Physics-Based Approaches for Sizing Thermal Management Systems for Battery-Electric Regional Aircraft

Dissipating the waste heat produced by electrical losses is pertinent for achieving optimal performance of electromechanical systems, particularly for electric aircraft that operate at megawatt power levels. This paper presents a comprehensive design methodology for battery thermal management systems (BTMS) tailored to the unique demands of electric aircraft. The approach utilizes physics-based modeling to size the heat acquisition system, heat exchanger system, and auxiliary components. For the heat acquisition system, a conjugate cooling strategy is deployed within each battery pack module to extract heat efficiently. This heat is then ejected into the atmosphere via a fuselage-integrated heat exchanger.
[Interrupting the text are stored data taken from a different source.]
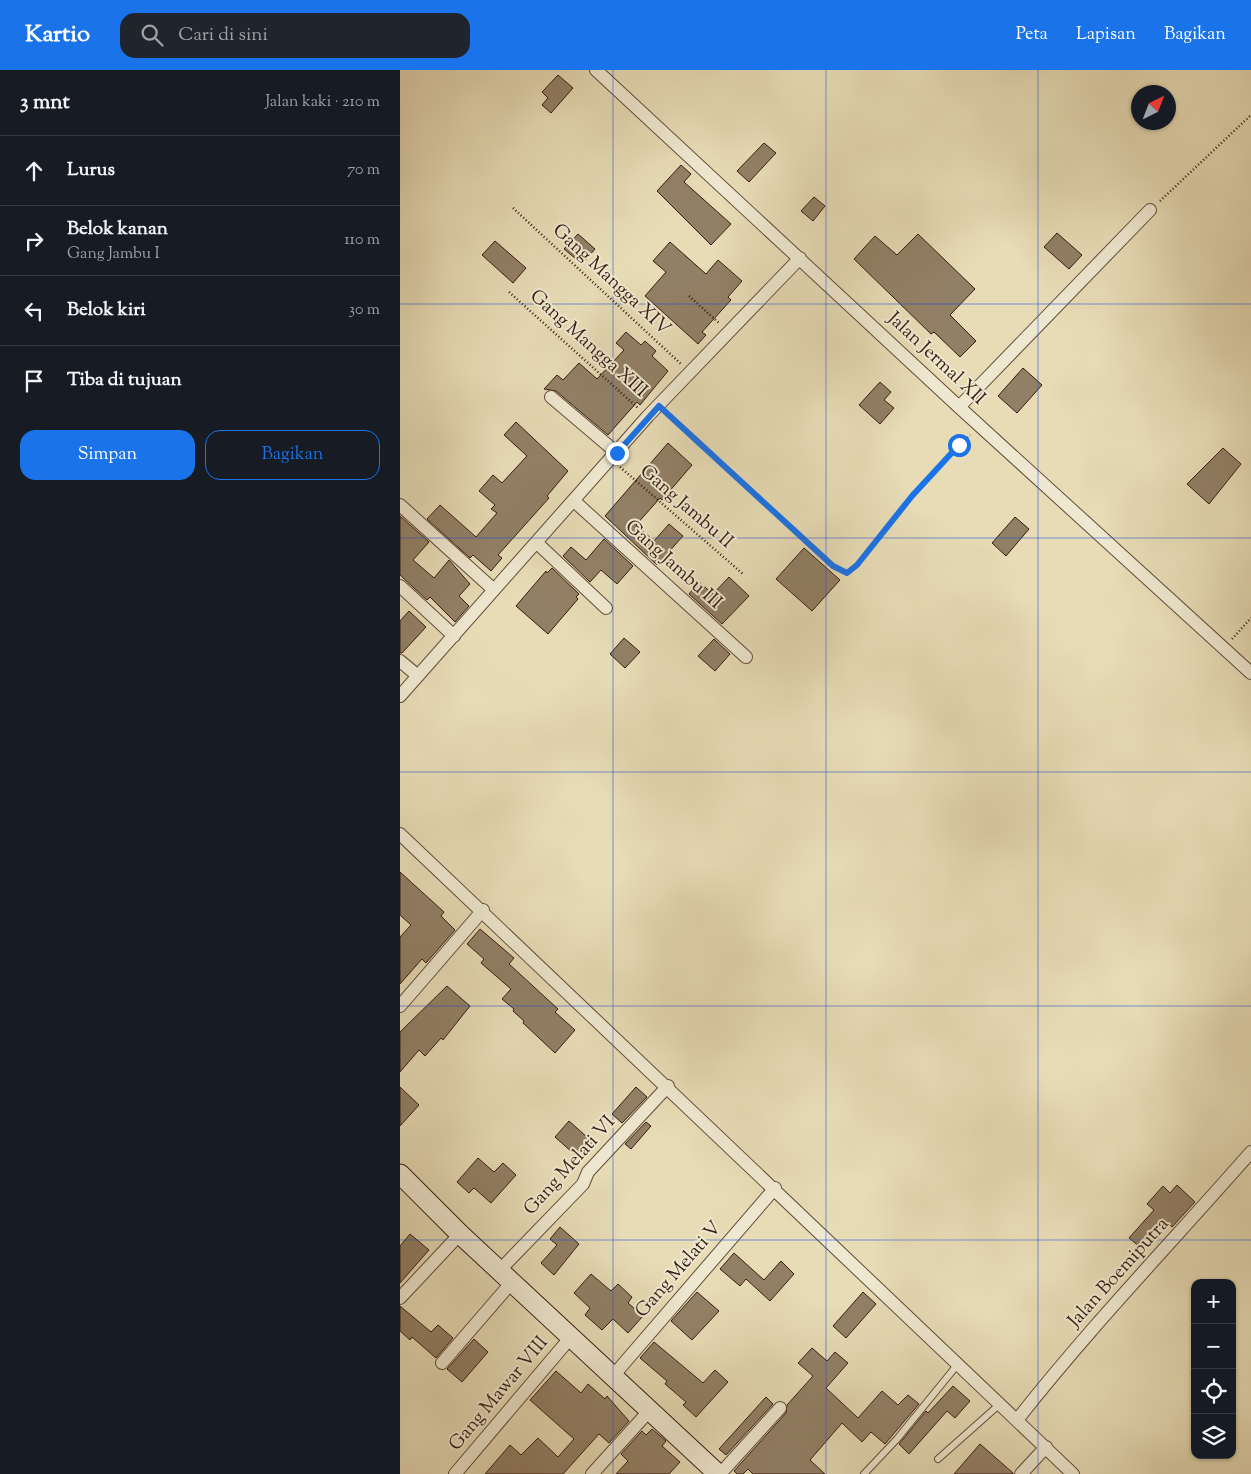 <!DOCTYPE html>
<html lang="id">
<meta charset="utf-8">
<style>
:root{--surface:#171b24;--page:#20242c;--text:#f1f3f6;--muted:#9ea1a6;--line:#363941;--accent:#1a73e8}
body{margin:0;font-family:"Sorts Mill Goudy",serif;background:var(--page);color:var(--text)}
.controls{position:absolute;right:15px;bottom:15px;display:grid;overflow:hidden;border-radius:10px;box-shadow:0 1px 4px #0004}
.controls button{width:45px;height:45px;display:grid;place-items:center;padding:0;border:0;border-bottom:1px solid var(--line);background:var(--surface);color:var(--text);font:25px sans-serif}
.compass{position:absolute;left:731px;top:15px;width:45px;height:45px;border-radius:50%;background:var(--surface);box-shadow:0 1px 4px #0004;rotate:42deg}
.stop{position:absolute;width:15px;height:15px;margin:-11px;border:4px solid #1a73e8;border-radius:50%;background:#fff}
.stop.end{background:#1a73e8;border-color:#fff;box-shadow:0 1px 5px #0008}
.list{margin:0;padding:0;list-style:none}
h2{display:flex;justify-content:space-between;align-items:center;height:65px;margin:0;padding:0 20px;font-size:21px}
h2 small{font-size:16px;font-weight:400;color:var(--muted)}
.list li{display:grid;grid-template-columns:32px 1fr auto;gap:15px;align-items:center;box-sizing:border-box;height:70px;padding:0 20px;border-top:1px solid var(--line)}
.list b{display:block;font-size:19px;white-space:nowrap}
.list p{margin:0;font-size:16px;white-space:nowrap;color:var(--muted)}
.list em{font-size:16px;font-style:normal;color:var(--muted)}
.actions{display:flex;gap:10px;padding:15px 20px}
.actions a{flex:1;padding:11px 0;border:1px solid var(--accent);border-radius:15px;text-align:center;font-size:18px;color:var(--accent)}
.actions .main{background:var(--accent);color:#fff}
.icon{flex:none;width:28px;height:28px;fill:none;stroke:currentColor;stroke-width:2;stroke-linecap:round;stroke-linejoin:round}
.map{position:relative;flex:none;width:851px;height:1404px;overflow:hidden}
header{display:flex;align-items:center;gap:30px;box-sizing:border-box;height:70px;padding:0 25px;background:var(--accent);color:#fff}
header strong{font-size:24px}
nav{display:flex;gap:28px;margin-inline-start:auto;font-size:18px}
.search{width:350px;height:45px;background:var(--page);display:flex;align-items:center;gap:12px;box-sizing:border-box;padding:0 18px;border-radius:15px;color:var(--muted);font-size:19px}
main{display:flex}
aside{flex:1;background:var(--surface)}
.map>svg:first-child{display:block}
.building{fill:#928066;stroke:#361c10}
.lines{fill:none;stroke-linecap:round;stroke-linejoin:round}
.lane-casing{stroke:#624c3a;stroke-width:8}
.street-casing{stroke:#624c3a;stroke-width:14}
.secondary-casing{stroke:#361c10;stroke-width:21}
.path{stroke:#361c10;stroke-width:2.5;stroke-dasharray:1 2.5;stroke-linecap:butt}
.lane{stroke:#efe8d0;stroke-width:6}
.street{stroke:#efe8d0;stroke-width:12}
.secondary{stroke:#efe8d0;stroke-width:19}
.route{stroke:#1a73e8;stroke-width:6}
.grid{fill:none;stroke:#1d4ed8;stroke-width:1;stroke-opacity:0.55}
.labels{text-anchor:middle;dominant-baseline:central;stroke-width:4;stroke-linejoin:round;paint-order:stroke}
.street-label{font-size:19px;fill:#361c10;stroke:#efe8d0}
</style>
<header>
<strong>Kartio</strong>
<div class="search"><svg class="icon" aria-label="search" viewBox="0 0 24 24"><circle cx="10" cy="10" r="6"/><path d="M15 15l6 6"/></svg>Cari di sini</div>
<nav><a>Peta</a><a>Lapisan</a><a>Bagikan</a></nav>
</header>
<main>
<aside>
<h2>3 mnt<small>Jalan kaki · 210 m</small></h2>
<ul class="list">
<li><svg class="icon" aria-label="ahead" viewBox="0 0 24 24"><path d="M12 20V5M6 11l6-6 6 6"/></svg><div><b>Lurus</b></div><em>70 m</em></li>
<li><svg class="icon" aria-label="right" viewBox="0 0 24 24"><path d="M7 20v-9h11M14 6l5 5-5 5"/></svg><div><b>Belok kanan</b><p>Gang Jambu I</p></div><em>110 m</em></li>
<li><svg class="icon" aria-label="left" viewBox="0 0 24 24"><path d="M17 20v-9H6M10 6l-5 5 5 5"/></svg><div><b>Belok kiri</b></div><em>30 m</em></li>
<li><svg class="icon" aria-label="arrive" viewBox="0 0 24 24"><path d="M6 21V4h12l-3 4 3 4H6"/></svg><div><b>Tiba di tujuan</b></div></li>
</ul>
<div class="actions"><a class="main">Simpan</a><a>Bagikan</a></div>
</aside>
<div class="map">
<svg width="851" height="1404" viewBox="0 0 851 1404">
<rect width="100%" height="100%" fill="#e7dcb6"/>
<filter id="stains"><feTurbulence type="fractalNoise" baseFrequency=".004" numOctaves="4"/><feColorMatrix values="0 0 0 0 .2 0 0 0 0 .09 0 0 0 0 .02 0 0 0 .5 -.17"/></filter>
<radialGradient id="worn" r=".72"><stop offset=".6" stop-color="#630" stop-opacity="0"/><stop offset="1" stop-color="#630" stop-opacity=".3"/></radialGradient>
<!-- building -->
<path class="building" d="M158,5L173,18L151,43L142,35L148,28L142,22Z
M364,73L376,83L349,112L337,101Z
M281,95L291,104L284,112L331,154L311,175L257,121Z
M414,127L425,136L413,151L401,141Z
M657,163L682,185L669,199L644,177Z
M178,164L195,179L182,194L164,179Z
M518,164L575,219L550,245L576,271L560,287L534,262L531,264L454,189L475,166L497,185Z
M95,171L126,198L113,213L82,185Z
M270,172L306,204L318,190L342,211L328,227L331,230L302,262L306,265L298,274L245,226L266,202L253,191Z
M226,262L241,275L245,271L256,281L252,286L268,301L240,335L237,332L208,365L156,321L144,319L157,305L163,310L179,293L197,309L224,280L216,273Z
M623,298L642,315L617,343L598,326Z
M480,312L491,322L484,330L494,338L480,354L459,335Z
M116,352L168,401L147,426L149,428L98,485L102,488L91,501L73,485L70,488L27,449L40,435L76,467L97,443L91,439L95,435L79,421L93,405L102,413L127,386L104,365Z
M268,373L292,395L262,430L260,428L236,455L254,471L269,454L283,466L257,495L205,446Z
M823,378L841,394L809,434L787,414Z
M0,446L29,472L13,490L34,508L49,490L70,514L59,526L69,536L55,552L30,527L27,530L0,505Z
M615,447L629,459L606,486L592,473Z
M204,469L233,496L217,514L201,500L190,512L163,486L171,477L186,490Z
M404,478L440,510L412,541L376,509Z
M152,498L179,524L176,527L178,529L148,564L116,536L146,501L147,503Z
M329,507L349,526L322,554L289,524L299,512L313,524Z
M9,541L26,557L2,583H0V551Z
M224,568L240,582L225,598L210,584Z
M314,569L330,584L315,601L298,586Z
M0,802L44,842L41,846L55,860L26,893L22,889L0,914V867L11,855L0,845Z
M80,859L114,888L109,894L158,939L155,942L175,960L155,983L123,953L124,951L113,941L114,939L102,929L111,919L81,893L84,889L67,874Z
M47,916L70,936L43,970L41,968L25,986L19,980L0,1002V962Z
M0,1017L19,1035L0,1056Z
M236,1017L247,1027L222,1053L212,1044Z
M169,1051L196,1075L182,1091L155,1067Z
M246,1052L251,1056L231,1079L225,1074Z
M78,1088L94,1102L103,1093L116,1105L91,1133L74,1118L69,1123L57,1112Z
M777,1115L795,1132L772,1157L764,1149L740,1177L729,1168L754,1140L747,1134L763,1116L770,1123Z
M160,1157L179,1174L154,1205L141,1193L157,1175L150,1169Z
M10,1164L29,1180L0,1213V1176Z
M334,1183L364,1210L381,1191L394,1204L370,1231L346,1209L340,1216L320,1199Z
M191,1204L211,1221L218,1214L232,1227L228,1233L243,1246L228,1263L213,1249L202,1260L185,1245L190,1238L174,1223Z
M297,1222L319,1241L292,1270L271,1251Z
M463,1222L476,1234L446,1268L433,1256Z
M0,1236L31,1262L38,1255L53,1268L36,1288L12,1267L10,1270L0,1261Z
M74,1269L88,1282L62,1312L47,1299Z
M254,1272L303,1313L315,1300L328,1312L296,1347L283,1335L286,1332L265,1314L267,1311L240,1288Z
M412,1278L427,1291L435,1282L448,1293L426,1318L458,1348L482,1321L498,1335L508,1325L519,1334L485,1374L471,1362L462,1372L442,1353L410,1390L425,1404H353L348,1399L343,1404H337L334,1401L386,1343L387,1335L413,1306L398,1293Z
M156,1301L181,1323L188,1314L205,1329L207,1326L229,1351L209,1373L199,1364L163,1404H85L110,1375L121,1385L138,1368L158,1387L174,1369L130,1330Z
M553,1316L570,1331L555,1348L547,1341L509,1384L499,1374L526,1341L528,1343Z
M366,1327L373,1334L326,1385L319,1379Z
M252,1359L266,1371L262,1376L280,1392L269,1404H216L228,1391L221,1384L242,1361L246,1365Z
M580,1374L613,1403V1404H554Z"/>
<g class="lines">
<!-- lane casing -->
<g class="lane-casing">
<path id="lane" d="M538,1389L600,1334
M464,1404L497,1369L558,1294"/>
</g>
<!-- street casing -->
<g class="street-casing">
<path id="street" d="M196,0L559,337L851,603
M151,327L217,383
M559,337L750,140
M174,431L346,587
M0,435L94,520
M137,473L206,538
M0,516L54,566
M0,591L18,606
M0,626L248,346L400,188
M0,764L673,1404
M0,936L83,840
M99,1201L183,1114L188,1102L268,1016
M0,1228L60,1164
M42,1293L112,1212
M213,1306L375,1118
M617,1350C690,1257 773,1171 851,1082
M55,1404L171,1267
M192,1404L250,1340
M320,1404L380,1338
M621,1404L646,1377"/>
</g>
<!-- secondary casing -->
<g class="secondary-casing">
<path id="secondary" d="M0,1104L60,1164L318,1404"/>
</g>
<!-- path -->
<path class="path" d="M760,131L851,45
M113,138L281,294
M109,222L238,338
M289,226L319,253
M269,345L433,496L447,503L457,495L512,426L570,365
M220,397L343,504
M832,569L851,548"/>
<!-- lane -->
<use href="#lane" class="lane"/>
<!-- street -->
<use href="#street" class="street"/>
<!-- secondary -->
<use href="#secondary" class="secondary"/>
</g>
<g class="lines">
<!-- route -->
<path class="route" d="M217,383L259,336L433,496L447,503L457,495L512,426L559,375"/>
</g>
<!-- grid -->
<path class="grid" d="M213,0V1404M426,0V1404M638,0V1404M0,234H851M0,468H851M0,702H851M0,936H851M0,1170H851"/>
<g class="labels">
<!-- street labels -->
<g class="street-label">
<text transform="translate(211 210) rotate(43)">Gang Mangga XIV</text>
<text transform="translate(188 274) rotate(42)">Gang Mangga XIII</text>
<text transform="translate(536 289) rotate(43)">Jalan Jermal XII</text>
<text transform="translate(286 437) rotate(41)">Gang Jambu II</text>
<text transform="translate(273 495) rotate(42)">Gang Jambu III</text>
<text transform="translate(170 1096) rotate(-48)">Gang Melati VI</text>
<text transform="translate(279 1200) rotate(-49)">Gang Melati V</text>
<text transform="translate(719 1203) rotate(-48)">Jalan Boemiputra</text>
<text transform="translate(99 1324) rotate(-50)">Gang Mawar VIII</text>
</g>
</g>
<rect width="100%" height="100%" filter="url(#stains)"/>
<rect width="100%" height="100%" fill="url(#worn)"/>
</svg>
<div class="controls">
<button>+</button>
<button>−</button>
<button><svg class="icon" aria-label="locate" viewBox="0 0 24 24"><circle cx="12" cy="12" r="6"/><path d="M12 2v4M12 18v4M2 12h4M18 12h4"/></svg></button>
<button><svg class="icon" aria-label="layers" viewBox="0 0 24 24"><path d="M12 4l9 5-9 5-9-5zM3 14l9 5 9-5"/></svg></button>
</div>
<svg class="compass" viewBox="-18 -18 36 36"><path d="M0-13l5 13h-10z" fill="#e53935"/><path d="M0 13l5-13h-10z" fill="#9ea1a6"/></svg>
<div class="stop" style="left:559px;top:375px"></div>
<div class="stop end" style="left:217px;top:383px"></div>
</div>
</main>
This study aims to quantify the power requirements of individual components of the BTMS across the different flight stages. Moreover, by determining the upper bounds of the achievable range for this 19-seater aircraft, which stands among the largest vehicles that fall under the Title 14 Code of Federal Regulations Part 23 jurisdiction, we are able to provide realistic estimates of regional air mobility within metropolitan areas. This study enables exploration into BTMS controller design to optimize its utilization to prolong battery life during nominal flight operations, as well as demonstrate safe thermal management during emergency engine failure scenarios. It therefore marks a pivotal stride in the ongoing advancement of thermal management systems tailored for the unique challenges posed by electric aviation.